§ Work instruction:
In the records below, some lines hold the word "they". Copy each of those lines.

▬▬▬▬▬▬▬▬▬▬

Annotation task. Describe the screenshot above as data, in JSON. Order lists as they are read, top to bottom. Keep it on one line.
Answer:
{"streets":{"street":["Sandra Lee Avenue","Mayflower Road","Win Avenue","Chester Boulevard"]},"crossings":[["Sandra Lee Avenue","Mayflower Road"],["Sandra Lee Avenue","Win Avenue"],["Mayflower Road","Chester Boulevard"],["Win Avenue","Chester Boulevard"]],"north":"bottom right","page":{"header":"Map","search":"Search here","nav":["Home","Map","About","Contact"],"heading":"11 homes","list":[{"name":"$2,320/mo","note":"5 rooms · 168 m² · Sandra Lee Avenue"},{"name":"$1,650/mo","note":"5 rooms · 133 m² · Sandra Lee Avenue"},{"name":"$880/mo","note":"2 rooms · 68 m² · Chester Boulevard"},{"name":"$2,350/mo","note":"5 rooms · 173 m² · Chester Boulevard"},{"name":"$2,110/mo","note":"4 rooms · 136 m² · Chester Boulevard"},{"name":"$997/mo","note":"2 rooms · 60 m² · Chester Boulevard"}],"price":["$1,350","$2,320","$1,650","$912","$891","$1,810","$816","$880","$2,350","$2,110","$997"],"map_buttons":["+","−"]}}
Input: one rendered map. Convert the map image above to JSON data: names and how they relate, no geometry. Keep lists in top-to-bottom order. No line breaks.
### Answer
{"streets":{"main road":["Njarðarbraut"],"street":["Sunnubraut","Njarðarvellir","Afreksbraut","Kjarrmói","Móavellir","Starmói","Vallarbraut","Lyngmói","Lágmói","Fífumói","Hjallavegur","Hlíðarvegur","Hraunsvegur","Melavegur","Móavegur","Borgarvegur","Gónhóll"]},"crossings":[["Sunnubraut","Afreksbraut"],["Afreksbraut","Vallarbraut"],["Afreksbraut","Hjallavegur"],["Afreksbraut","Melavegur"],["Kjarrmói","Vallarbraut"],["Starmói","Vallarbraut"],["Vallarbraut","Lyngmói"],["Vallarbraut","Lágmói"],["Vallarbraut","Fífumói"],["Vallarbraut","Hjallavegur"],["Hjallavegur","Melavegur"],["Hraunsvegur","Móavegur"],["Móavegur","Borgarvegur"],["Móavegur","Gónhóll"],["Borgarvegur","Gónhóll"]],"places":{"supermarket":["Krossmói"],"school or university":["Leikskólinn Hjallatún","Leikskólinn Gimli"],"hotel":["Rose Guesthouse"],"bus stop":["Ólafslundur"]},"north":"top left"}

▬▬▬▬▬▬▬▬▬▬

§ Task solution:
Annotation task. Describe the screenshot above as data, in JSON. Order lists as they are read, top to bottom. Keep it on one line.
Input: one rendered map. Convert the map image above to JSON data: names and how they relate, no geometry. Keep lists in top-to-bottom order. No line breaks.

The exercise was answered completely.